_WORK TO BE COMPLETED:_ Going from the top of the data below, give again each line through the one containing "width:52px; height:52px; stroke-width:2.5", both ends kept.

(Stored data entries)

※ ※ ※

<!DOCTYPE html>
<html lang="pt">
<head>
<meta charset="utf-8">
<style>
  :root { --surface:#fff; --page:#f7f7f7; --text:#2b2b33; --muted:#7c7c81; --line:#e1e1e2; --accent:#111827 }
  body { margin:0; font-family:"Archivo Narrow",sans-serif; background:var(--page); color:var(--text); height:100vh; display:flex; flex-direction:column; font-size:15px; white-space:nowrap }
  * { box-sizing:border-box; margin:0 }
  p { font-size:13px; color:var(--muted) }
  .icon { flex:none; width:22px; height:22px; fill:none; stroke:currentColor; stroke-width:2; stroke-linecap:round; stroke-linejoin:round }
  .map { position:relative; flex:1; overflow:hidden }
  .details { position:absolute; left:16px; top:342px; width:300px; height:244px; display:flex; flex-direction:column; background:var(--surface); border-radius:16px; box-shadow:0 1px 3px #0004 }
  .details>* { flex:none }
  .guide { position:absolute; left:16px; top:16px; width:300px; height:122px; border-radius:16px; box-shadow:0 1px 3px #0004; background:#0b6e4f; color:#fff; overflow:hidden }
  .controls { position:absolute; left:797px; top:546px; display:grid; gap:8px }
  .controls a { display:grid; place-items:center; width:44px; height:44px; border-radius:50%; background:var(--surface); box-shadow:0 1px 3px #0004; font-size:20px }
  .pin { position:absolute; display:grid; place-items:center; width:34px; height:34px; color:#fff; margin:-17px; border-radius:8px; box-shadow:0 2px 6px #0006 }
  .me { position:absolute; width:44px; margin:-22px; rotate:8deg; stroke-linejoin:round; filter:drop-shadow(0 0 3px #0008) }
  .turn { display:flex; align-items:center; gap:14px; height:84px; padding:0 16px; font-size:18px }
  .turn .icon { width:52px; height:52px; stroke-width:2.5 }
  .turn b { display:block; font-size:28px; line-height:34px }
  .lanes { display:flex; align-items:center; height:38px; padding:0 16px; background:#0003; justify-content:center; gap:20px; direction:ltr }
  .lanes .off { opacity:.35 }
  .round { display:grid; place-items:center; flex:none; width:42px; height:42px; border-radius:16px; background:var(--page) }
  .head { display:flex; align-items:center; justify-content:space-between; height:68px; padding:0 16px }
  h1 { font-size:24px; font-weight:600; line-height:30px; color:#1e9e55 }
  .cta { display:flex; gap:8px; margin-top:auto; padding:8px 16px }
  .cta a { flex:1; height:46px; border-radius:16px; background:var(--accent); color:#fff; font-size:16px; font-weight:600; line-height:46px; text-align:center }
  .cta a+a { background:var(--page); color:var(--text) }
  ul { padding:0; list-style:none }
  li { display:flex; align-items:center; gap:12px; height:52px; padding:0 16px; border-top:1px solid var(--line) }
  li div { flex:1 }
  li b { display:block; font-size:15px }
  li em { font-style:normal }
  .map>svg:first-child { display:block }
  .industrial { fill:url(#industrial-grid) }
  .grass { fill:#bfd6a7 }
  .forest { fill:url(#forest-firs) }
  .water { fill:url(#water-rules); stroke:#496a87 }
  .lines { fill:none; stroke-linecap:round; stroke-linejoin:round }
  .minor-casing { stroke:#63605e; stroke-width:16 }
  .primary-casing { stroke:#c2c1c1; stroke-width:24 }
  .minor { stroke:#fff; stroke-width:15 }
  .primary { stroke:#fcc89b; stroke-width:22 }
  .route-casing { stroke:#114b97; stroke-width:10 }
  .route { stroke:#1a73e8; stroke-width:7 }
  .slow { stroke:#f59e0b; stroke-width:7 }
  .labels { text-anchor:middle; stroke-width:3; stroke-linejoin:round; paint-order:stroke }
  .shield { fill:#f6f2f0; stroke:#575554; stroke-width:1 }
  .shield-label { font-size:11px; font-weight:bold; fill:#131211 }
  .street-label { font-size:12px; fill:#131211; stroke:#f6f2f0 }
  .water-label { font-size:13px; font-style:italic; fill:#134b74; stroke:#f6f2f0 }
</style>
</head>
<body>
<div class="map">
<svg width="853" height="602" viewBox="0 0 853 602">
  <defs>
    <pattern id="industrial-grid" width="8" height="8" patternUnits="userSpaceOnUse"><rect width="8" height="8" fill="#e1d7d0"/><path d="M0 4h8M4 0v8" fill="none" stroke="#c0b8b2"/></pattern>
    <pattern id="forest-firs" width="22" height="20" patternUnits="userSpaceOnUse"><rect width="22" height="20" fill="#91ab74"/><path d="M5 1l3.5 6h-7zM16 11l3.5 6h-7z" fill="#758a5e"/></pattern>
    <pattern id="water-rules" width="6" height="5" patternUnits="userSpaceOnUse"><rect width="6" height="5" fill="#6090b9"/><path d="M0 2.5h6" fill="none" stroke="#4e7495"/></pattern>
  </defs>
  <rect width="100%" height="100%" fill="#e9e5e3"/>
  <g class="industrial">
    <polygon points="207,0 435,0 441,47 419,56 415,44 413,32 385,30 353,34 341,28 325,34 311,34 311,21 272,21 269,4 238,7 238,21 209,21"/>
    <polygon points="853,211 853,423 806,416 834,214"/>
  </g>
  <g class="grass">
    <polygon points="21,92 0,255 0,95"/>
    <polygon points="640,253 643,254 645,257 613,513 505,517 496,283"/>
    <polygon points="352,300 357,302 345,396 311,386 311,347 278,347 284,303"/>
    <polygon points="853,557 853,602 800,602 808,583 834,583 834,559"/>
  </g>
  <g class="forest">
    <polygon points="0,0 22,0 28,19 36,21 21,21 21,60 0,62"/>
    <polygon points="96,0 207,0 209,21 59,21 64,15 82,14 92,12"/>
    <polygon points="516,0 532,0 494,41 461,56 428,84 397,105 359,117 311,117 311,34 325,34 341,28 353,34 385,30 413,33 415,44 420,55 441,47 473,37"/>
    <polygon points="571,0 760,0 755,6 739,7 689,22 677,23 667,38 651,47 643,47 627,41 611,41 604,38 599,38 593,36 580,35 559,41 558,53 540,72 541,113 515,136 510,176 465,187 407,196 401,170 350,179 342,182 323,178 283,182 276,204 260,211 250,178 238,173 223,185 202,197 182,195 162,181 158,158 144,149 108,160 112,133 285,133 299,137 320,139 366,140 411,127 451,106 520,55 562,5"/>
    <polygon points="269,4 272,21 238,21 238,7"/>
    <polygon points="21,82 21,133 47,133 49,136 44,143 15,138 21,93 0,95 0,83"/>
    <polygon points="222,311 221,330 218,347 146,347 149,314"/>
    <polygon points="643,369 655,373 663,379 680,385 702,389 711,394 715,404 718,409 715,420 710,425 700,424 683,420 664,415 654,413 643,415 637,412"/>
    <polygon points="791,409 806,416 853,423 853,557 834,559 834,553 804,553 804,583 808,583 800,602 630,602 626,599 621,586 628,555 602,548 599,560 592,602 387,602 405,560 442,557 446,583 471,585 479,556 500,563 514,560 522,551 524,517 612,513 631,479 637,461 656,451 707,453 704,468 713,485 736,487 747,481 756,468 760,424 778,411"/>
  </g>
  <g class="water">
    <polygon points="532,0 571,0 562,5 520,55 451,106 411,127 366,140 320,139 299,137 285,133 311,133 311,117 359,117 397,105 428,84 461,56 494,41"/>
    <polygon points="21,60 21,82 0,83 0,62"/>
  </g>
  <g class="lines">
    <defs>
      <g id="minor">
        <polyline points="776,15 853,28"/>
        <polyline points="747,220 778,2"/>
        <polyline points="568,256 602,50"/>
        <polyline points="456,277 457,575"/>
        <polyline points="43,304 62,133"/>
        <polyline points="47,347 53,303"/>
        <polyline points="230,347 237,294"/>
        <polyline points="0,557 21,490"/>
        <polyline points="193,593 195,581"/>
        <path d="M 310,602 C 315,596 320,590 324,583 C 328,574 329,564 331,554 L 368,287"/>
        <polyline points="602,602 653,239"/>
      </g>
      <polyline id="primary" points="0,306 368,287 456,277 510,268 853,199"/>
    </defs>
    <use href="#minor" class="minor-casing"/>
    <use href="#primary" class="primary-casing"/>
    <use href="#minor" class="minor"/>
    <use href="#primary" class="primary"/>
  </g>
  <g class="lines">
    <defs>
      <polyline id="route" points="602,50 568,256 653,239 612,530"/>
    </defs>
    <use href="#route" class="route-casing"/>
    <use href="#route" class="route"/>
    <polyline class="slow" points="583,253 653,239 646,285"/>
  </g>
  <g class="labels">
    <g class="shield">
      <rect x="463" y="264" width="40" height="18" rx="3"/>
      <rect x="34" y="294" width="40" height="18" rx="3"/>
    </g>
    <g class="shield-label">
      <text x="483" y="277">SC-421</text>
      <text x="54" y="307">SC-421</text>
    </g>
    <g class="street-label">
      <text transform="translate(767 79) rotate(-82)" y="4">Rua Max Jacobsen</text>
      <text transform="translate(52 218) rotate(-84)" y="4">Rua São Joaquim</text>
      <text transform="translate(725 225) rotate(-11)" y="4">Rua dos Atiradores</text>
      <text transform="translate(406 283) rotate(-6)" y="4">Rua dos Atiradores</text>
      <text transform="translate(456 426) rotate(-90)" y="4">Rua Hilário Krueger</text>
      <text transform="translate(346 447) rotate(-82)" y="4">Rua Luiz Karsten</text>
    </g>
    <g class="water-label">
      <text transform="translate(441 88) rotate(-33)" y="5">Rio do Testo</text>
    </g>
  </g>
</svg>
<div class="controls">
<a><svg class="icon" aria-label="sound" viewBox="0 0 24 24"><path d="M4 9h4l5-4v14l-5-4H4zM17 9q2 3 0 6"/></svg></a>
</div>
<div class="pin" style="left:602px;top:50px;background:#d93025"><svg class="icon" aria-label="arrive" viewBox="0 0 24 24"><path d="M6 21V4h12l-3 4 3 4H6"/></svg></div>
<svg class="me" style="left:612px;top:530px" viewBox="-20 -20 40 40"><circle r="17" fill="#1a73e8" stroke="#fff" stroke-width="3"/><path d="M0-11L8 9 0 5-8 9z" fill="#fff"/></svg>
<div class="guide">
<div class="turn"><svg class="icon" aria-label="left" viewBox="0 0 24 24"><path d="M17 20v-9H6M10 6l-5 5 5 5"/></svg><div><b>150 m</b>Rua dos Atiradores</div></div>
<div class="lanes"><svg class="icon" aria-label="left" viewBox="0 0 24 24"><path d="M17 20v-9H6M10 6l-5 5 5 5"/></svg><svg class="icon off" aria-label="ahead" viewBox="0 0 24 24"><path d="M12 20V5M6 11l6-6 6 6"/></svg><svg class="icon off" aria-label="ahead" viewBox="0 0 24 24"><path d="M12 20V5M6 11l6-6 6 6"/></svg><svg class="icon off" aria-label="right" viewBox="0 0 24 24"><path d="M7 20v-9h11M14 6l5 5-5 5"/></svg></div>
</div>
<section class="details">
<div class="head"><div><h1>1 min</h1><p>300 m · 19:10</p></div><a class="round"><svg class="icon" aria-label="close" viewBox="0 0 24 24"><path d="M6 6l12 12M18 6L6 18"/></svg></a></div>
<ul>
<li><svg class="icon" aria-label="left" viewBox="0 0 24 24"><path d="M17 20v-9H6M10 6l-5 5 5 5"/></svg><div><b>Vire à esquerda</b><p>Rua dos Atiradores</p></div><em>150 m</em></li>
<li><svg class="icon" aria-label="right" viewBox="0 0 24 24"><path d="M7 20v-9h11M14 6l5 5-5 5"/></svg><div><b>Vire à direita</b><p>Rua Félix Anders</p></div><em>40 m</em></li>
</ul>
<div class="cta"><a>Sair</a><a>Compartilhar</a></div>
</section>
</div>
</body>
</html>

※ ※ ※

_YOUR SOLUTION:_
<!DOCTYPE html>
<html lang="pt">
<head>
<meta charset="utf-8">
<style>
  :root { --surface:#fff; --page:#f7f7f7; --text:#2b2b33; --muted:#7c7c81; --line:#e1e1e2; --accent:#111827 }
  body { margin:0; font-family:"Archivo Narrow",sans-serif; background:var(--page); color:var(--text); height:100vh; display:flex; flex-direction:column; font-size:15px; white-space:nowrap }
  * { box-sizing:border-box; margin:0 }
  p { font-size:13px; color:var(--muted) }
  .icon { flex:none; width:22px; height:22px; fill:none; stroke:currentColor; stroke-width:2; stroke-linecap:round; stroke-linejoin:round }
  .map { position:relative; flex:1; overflow:hidden }
  .details { position:absolute; left:16px; top:342px; width:300px; height:244px; display:flex; flex-direction:column; background:var(--surface); border-radius:16px; box-shadow:0 1px 3px #0004 }
  .details>* { flex:none }
  .guide { position:absolute; left:16px; top:16px; width:300px; height:122px; border-radius:16px; box-shadow:0 1px 3px #0004; background:#0b6e4f; color:#fff; overflow:hidden }
  .controls { position:absolute; left:797px; top:546px; display:grid; gap:8px }
  .controls a { display:grid; place-items:center; width:44px; height:44px; border-radius:50%; background:var(--surface); box-shadow:0 1px 3px #0004; font-size:20px }
  .pin { position:absolute; display:grid; place-items:center; width:34px; height:34px; color:#fff; margin:-17px; border-radius:8px; box-shadow:0 2px 6px #0006 }
  .me { position:absolute; width:44px; margin:-22px; rotate:8deg; stroke-linejoin:round; filter:drop-shadow(0 0 3px #0008) }
  .turn { display:flex; align-items:center; gap:14px; height:84px; padding:0 16px; font-size:18px }
  .turn .icon { width:52px; height:52px; stroke-width:2.5 }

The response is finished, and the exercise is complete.